How It Works: The Research Workflow

So how do you actually use this in practice? Here’s the workflow I use:

Phase 1: Research (First Conversation)

Ask your research question
AI conducts research using docs, web search, etc.
AI generates findings and saves them to a file

Phase 2: Validation (Fresh Conversation)

Start a completely new conversation with a fresh AI instance
Give it the research findings file
The fresh AI scores each finding against FAR Scale criteria
Only findings with F≥4, A≥3, R≥3, Mean≥4.00 pass
Lower-scored findings get flagged with gaps identified

The critical step is the context separation. A fresh AI instance validates the research without any stake in defending it. In my experience, this prevents confirmation bias and forces objective scoring with evidence justification.

Limitations and Honest Caveats

FAR Scale isn’t magic. The real limitations:

Only as good as available documentation. If official docs are sparse, you’ll get low Factual scores. That’s useful information, but it doesn’t create knowledge that doesn’t exist.

Still requires critical thinking. A passing FAR score doesn’t mean blindly implement. You still need to understand if it fits your context.

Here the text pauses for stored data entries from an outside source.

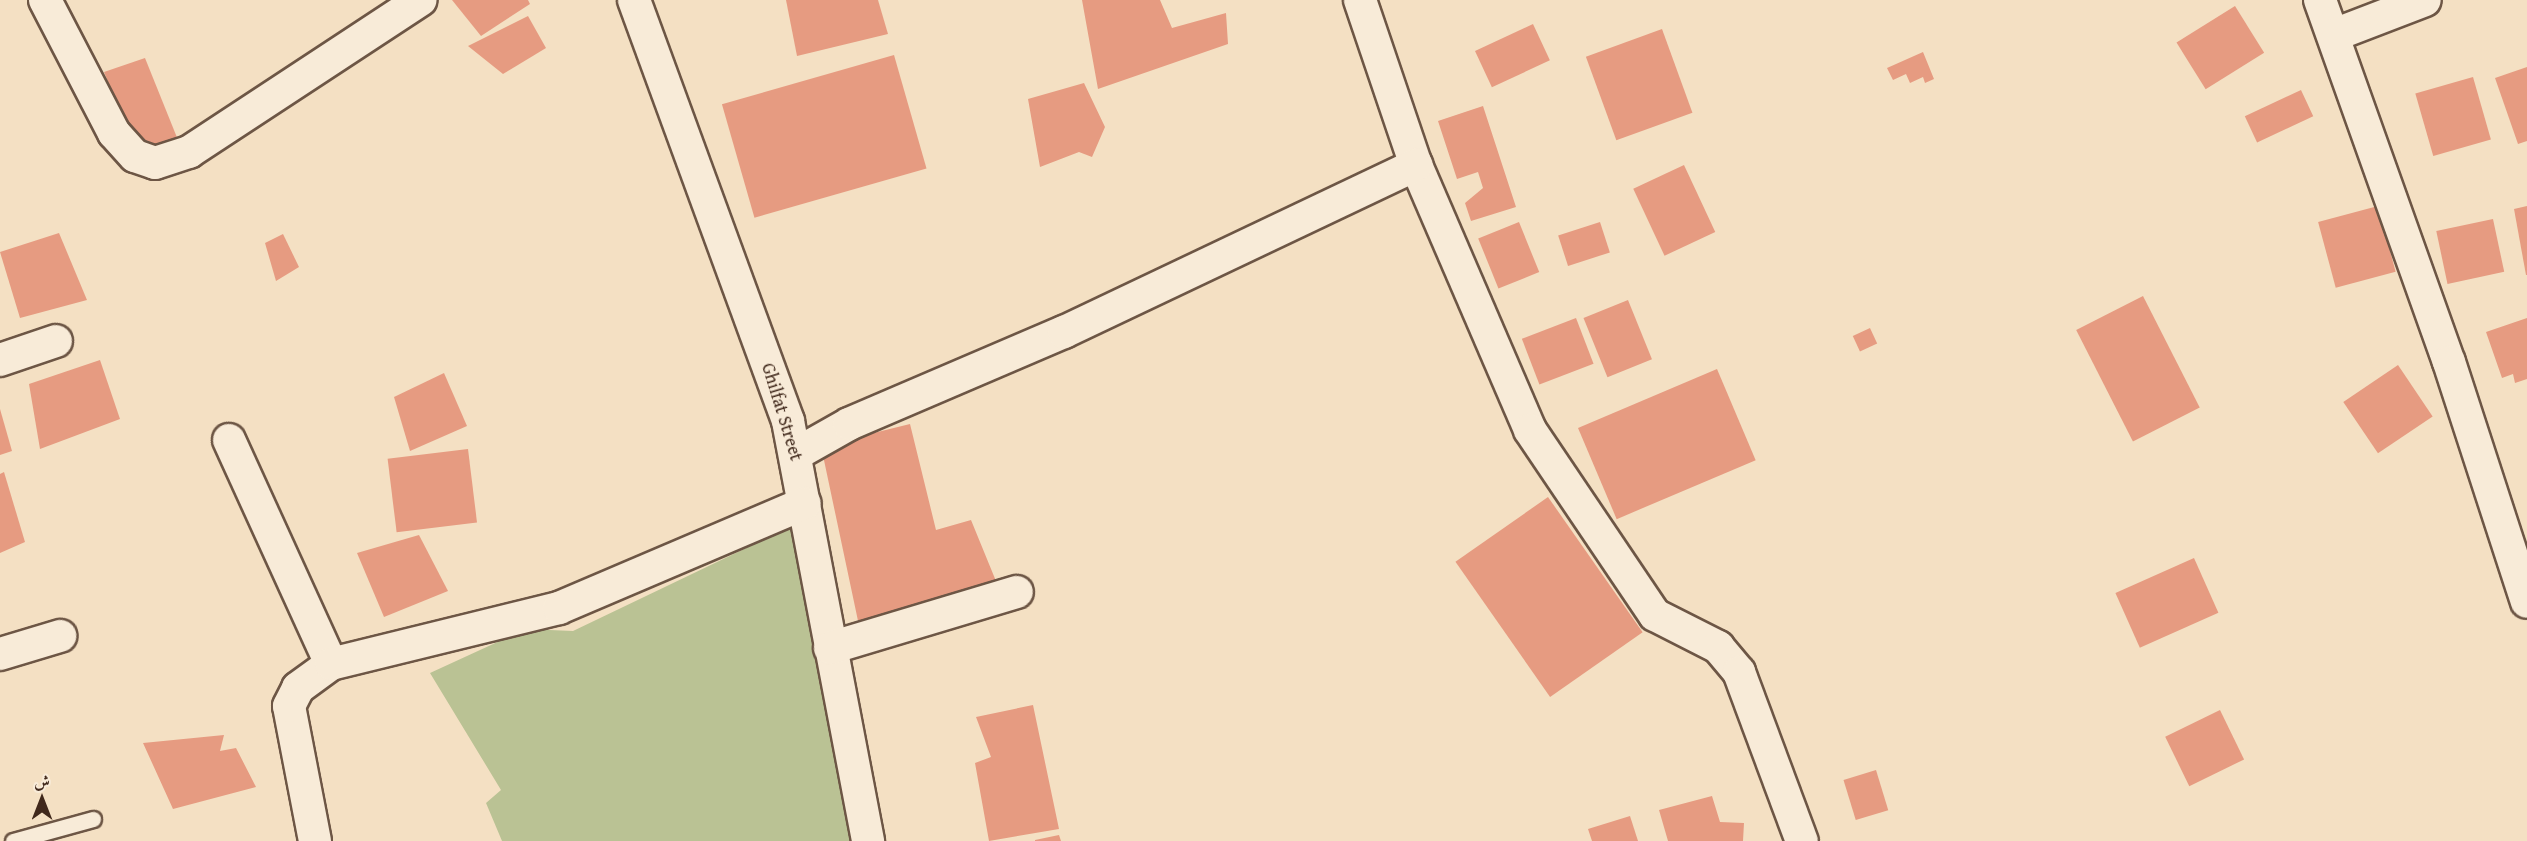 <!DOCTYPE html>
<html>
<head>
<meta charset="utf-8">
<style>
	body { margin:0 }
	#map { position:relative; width:2527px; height:841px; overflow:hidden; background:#f4e0c3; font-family:"Gentium Book Plus",Amiri,serif }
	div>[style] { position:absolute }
	.green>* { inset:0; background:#bac294 }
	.building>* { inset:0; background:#e69b81; transform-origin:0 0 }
	.roads { filter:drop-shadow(2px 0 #6d5645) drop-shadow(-2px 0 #6d5645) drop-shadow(0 2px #6d5645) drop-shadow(0 -2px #6d5645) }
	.lane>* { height:15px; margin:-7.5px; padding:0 7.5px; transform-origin:7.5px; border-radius:7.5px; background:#f8ebd8 }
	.street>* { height:32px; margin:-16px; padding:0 16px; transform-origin:16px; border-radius:16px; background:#f8ebd8 }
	span { translate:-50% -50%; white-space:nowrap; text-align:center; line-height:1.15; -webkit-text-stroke:5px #f8ebd8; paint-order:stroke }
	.street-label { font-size:18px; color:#40281b }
	.north { position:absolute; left:12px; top:769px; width:60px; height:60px; -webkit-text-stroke:4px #f8ebd8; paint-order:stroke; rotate:0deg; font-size:16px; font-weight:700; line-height:24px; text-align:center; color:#40281b }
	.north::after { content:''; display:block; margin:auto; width:21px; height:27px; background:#40281b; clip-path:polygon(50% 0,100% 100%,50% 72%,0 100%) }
</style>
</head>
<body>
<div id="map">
	<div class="green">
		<i style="clip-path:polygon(794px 525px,855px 841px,502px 841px,486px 803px,501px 790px,430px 673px,526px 629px,573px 631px)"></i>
	</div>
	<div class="building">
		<i style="clip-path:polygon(452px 0,528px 0,530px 4px,481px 36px)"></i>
		<i style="clip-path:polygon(786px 0,878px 0,888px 34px,797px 56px)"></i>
		<i style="clip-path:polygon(1082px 0,1160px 0,1172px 28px,1226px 13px,1228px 44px,1098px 89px)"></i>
		<i style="left:2235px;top:6px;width:55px;height:69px;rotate:58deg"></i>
		<i style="clip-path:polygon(528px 16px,546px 48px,503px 74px,468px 46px)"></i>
		<i style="left:1533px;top:24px;width:40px;height:64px;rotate:65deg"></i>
		<i style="left:1662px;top:29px;width:89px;height:81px;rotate:70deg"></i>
		<i style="clip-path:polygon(1923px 52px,1934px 79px,1925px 83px,1923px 77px,1910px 83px,1906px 74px,1893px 80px,1887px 68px)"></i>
		<i style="left:894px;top:55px;width:118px;height:179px;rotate:74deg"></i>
		<i style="clip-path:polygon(145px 58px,180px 145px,149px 154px,131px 137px,104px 72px)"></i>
		<i style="clip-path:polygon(2527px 67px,2527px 141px,2518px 144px,2495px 78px)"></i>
		<i style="left:2473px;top:77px;width:65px;height:60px;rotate:74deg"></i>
		<i style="clip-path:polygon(1084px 83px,1105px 127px,1092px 157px,1079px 152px,1040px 167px,1028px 99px)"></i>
		<i style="left:2301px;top:90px;width:29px;height:62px;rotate:65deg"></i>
		<i style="clip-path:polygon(1483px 106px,1516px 207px,1471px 221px,1465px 203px,1483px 188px,1478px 172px,1457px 179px,1438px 121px)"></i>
		<i style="left:1684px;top:165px;width:74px;height:56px;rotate:65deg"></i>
		<i style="left:2378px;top:206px;width:68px;height:62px;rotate:75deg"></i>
		<i style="clip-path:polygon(2527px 206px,2527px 275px,2526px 275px,2514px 209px)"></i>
		<i style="left:2493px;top:219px;width:54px;height:58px;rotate:78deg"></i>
		<i style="left:1519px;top:222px;width:54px;height:44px;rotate:68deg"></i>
		<i style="left:1600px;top:222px;width:32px;height:44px;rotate:72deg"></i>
		<i style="clip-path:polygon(59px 233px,87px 300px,20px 318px,0 252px)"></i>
		<i style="clip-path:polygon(283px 234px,299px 267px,276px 281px,265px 243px)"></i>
		<i style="left:2143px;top:296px;width:125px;height:75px;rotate:63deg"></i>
		<i style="left:1628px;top:300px;width:64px;height:48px;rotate:68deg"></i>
		<i style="left:1576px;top:318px;width:49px;height:58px;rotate:69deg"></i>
		<i style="clip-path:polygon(2527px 318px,2527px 379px,2515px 383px,2513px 374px,2502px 378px,2486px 332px)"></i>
		<i style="left:1870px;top:328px;width:17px;height:19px;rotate:65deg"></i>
		<i style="clip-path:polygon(100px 360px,120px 419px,40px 449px,29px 384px)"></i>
		<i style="left:2398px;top:365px;width:62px;height:66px;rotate:56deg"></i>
		<i style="left:1717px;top:369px;width:99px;height:151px;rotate:67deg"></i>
		<i style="clip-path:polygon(444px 373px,467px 426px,410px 451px,394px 397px)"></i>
		<i style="clip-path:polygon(0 409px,12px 451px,0 455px)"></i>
		<i style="clip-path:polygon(910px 424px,936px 530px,971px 520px,998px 586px,861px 635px,821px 446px)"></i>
		<i style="left:468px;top:449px;width:74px;height:81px;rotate:83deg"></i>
		<i style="clip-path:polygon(4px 472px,25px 542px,0 553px,0 474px)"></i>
		<i style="left:1548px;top:497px;width:165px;height:113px;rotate:55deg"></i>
		<i style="clip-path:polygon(419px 535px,448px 591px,384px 617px,357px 553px)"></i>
		<i style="left:2194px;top:558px;width:60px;height:86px;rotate:66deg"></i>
		<i style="clip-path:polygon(1033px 705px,1059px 829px,989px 841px,975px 763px,991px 757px,976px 717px)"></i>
		<i style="left:2220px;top:710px;width:55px;height:61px;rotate:64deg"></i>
		<i style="clip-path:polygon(224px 735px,220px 751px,236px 748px,256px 787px,173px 809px,143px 743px)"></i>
		<i style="left:1876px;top:770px;width:42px;height:34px;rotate:73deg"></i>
		<i style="clip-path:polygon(1712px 796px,1720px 822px,1744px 823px,1743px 841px,1668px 841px,1659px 810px)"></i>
		<i style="clip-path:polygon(1630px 816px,1638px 841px,1592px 841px,1588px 829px)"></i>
		<i style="clip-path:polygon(1059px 835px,1061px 841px,1035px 841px,1035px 840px)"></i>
	</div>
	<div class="roads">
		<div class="lane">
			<i style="left:13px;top:841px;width:83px;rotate:-15.4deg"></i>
		</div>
		<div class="street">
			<i style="left:45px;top:0;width:150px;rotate:62.6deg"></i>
			<i style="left:114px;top:133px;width:31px;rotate:48deg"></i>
			<i style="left:135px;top:156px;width:21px;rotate:19deg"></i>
			<i style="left:155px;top:163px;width:36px;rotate:-18deg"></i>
			<i style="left:189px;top:152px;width:277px;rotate:-33.3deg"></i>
			<i style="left:634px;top:0;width:448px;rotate:69.9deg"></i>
			<i style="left:788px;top:421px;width:428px;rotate:79.2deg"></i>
			<i style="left:1360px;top:0;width:174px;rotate:71.3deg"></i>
			<i style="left:1416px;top:165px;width:288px;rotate:66.7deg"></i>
			<i style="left:1530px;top:430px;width:223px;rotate:56deg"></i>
			<i style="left:1655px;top:615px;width:71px;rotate:26.9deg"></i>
			<i style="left:1718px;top:647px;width:33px;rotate:50deg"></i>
			<i style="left:1739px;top:672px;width:180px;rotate:69.6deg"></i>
			<i style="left:2320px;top:0;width:384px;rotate:70.4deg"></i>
			<i style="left:2449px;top:362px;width:252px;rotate:72deg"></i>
			<i style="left:2334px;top:35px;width:97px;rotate:-21deg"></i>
			<i style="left:0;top:360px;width:59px;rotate:-18.7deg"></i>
			<i style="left:229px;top:440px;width:246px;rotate:65.5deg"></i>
			<i style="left:796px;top:454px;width:61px;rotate:-29.5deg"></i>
			<i style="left:849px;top:424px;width:234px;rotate:-23.2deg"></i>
			<i style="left:1064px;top:332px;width:390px;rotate:-25.4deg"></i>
			<i style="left:830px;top:648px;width:195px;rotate:-16.7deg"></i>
			<i style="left:0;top:654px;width:63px;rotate:-16.7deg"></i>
			<i style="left:315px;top:841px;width:137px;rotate:-100.9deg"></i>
			<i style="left:289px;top:706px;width:20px;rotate:-63deg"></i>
			<i style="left:298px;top:688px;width:41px;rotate:-36deg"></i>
			<i style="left:331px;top:664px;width:235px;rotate:-13.8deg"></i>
			<i style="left:559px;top:608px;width:267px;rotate:-23.1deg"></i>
		</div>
	</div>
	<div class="street-label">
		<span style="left:782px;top:412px;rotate:73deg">Ghilfat Street</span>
	</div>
	<div class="north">ش</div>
</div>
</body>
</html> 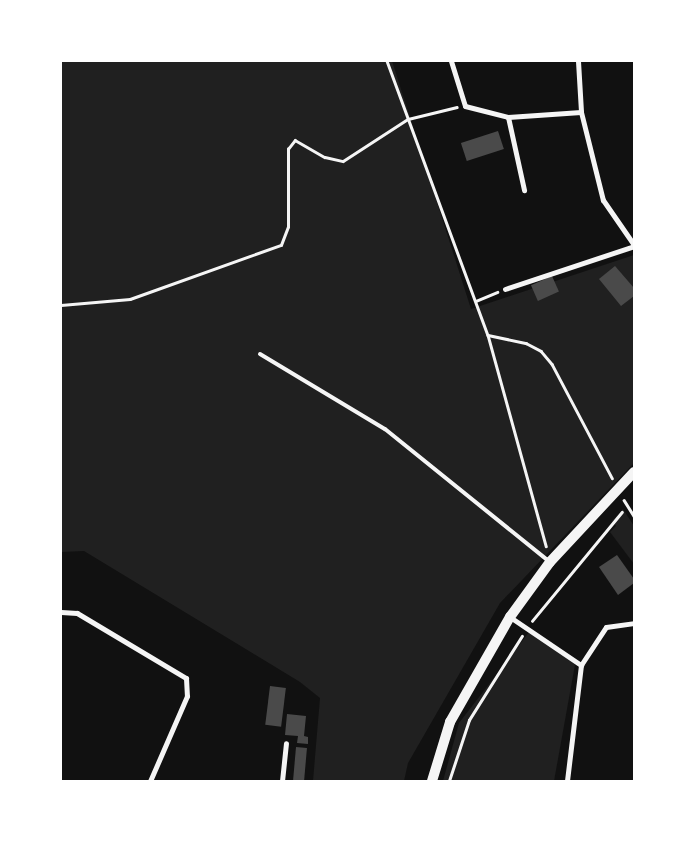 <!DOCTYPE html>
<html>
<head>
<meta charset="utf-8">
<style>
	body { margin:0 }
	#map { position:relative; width:695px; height:842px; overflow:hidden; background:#111; font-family:Inter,sans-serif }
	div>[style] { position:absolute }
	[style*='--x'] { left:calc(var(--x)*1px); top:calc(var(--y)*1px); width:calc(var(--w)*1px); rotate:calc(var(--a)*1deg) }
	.green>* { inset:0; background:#202020 }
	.building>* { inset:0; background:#4a4a4a; transform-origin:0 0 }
	.path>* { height:2.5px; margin:-1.25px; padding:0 1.25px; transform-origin:1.25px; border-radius:1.25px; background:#f5f5f5 }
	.service>* { height:4px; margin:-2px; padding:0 2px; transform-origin:2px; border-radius:2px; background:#f5f5f5 }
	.minor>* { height:5px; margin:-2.5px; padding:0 2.5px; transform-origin:2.5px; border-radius:2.5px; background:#f5f5f5 }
	.secondary>* { height:10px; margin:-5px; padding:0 5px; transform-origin:5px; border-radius:5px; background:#f5f5f5 }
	span { translate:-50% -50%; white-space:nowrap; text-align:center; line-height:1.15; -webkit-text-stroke:4px #fff; paint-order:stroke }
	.frame { position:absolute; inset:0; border:62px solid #fff; pointer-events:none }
</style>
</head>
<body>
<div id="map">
	<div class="green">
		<div style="clip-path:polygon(61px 61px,392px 61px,471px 309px,634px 255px,634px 463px,500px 603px,408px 763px,404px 781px,313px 781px,320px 698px,300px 682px,84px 551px,61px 552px)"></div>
		<div style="clip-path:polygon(623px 509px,634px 526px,634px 564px,610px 532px,616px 526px,612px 521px)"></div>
		<div style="clip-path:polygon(530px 631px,576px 659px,554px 781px,443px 781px,459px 723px)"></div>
	</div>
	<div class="building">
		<div style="left:498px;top:131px;width:19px;height:39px;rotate:72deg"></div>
		<div style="clip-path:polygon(615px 266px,634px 288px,634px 296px,621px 306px,599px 279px)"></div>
		<div style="left:552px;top:276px;width:17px;height:23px;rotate:66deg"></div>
		<div style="clip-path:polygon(617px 555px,634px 579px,634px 583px,618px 595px,599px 567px)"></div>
		<div style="left:270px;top:686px;width:16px;height:39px;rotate:7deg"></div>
		<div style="clip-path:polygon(287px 714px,306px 716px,304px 736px,308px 737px,308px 744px,297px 743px,298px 736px,285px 735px)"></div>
		<div style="left:296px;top:747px;width:11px;height:34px;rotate:5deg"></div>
	</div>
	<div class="path">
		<div style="--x:387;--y:61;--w:292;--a:69.8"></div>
		<div style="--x:488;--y:335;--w:219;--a:74.6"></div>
		<div style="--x:476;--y:301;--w:23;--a:-23"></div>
		<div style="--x:61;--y:305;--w:69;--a:-5"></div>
		<div style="--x:130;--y:299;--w:160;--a:-19.7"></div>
		<div style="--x:281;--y:245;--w:19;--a:-69"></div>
		<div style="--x:288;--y:227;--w:78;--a:-90"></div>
		<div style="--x:288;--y:149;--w:11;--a:-52"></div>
		<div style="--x:295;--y:140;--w:34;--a:30"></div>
		<div style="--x:325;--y:157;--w:18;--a:13"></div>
		<div style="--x:343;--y:161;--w:77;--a:-32.9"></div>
		<div style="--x:408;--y:119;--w:50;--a:-13.8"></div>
		<div style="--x:488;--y:335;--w:39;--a:12"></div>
		<div style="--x:526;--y:343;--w:17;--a:28"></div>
		<div style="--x:541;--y:351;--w:17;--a:50"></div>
		<div style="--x:552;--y:364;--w:129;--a:62.2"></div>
		<div style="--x:624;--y:500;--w:19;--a:58"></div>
		<div style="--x:532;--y:621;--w:141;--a:-50.5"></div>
		<div style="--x:449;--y:781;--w:64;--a:-71.8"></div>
		<div style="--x:469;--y:720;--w:99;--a:-57.8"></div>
	</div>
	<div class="service">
		<div style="--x:260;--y:354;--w:146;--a:31"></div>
		<div style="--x:385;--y:429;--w:212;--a:38.9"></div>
	</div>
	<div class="minor">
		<div style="--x:451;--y:61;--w:47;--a:72.7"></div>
		<div style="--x:465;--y:106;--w:44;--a:14.3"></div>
		<div style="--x:508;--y:117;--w:73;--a:-3.9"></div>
		<div style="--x:578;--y:61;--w:51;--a:86.6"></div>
		<div style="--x:581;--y:112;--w:91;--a:76"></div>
		<div style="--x:603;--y:200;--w:55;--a:55.4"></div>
		<div style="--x:508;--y:117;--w:75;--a:77.6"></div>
		<div style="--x:505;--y:289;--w:136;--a:-18.4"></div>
		<div style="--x:61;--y:612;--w:16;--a:4"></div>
		<div style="--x:77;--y:613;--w:127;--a:30.8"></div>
		<div style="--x:186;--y:678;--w:18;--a:87"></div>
		<div style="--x:187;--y:696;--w:93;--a:113.5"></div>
		<div style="--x:510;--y:617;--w:86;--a:34.1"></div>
		<div style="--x:581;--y:665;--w:117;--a:96.9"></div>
		<div style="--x:581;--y:665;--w:45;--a:-56.7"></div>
		<div style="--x:606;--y:627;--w:28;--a:-8"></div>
		<div style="--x:282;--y:781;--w:38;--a:-84"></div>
	</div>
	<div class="secondary">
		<div style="--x:432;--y:781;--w:62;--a:-73"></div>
		<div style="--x:450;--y:722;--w:121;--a:-60.3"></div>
		<div style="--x:510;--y:617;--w:68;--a:-54"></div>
		<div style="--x:550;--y:562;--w:123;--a:-47"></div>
	</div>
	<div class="frame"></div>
</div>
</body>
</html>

Some subjectivity in scoring. In my experience, consistency matters more than precision—as long as the AI is consistently honest about uncertainty and provides clear justification, the exact number matters less.

Try It Yourself: The Two-Context Workflow

The complete, up-to-date FAR Scale rubric is maintained at github.com/patrob/rpi-strategy.

Here are the exact prompts I use:

Template 1: Research Prompt (Context 1)

I need you to research: [YOUR QUESTION]

Please gather information from official documentation, release notes,
and reliable sources. Focus on:
- Specific technical details
- Breaking changes or migration requirements
- Compatibility considerations
- Concrete examples where available

Save your findings to a file so I can validate them separately.

Template 2: Validation Prompt (Context 2 - Fresh Conversation)

Validate these research findings using the FAR Scale rubric from:
https://github.com/patrob/rpi-strategy/blob/main/docs/scales/far-scale.md

Score each finding on Factual (0-5), Actionable (0-5), Relevant (0-5)
using the full rubric criteria.

Pass criteria: F≥4, A≥3, R≥3, Mean≥4.00

Be objective. Score based on evidence, not optimism.

Format each finding as:
## Finding: [Title]
FAR Score: F: X/5, A: Y/5, R: Z/5, Mean: W.XX
Status: [Pass/Flag]
[Description]
Justification: [Why these scores; what evidence exists or is missing]

The key is using these templates in separate conversations. Don’t let the AI that did the research score itself.

Final Thoughts

When you can trust AI research, something shifts. You stop second-guessing every answer. You stop manually cross-referencing documentation for hours. You delegate research more confidently because you know low-scoring findings will surface with clear warnings. The AI becomes less like a source of truth and more like a research assistant who actually tells you when they’re unsure.

AI coding assistants are powerful tools, but they’re not magic. They hallucinate. They get things wrong. They confidently present outdated information.

FAR Scale doesn’t fix hallucinations—it surfaces them. It turns “I think this is right” into “Here’s what I’m confident about and here’s what I’m uncertain about.”

That’s not revolutionary. But it’s practical, it’s working for me, and it’s made my AI-assisted development workflow significantly more reliable.

Give it a try. Adapt it to your needs. And if you find ways to improve it, let me know.

This post is part of my ongoing exploration of practical AI-assisted development workflows. Not looking for the perfect solution—just building what works.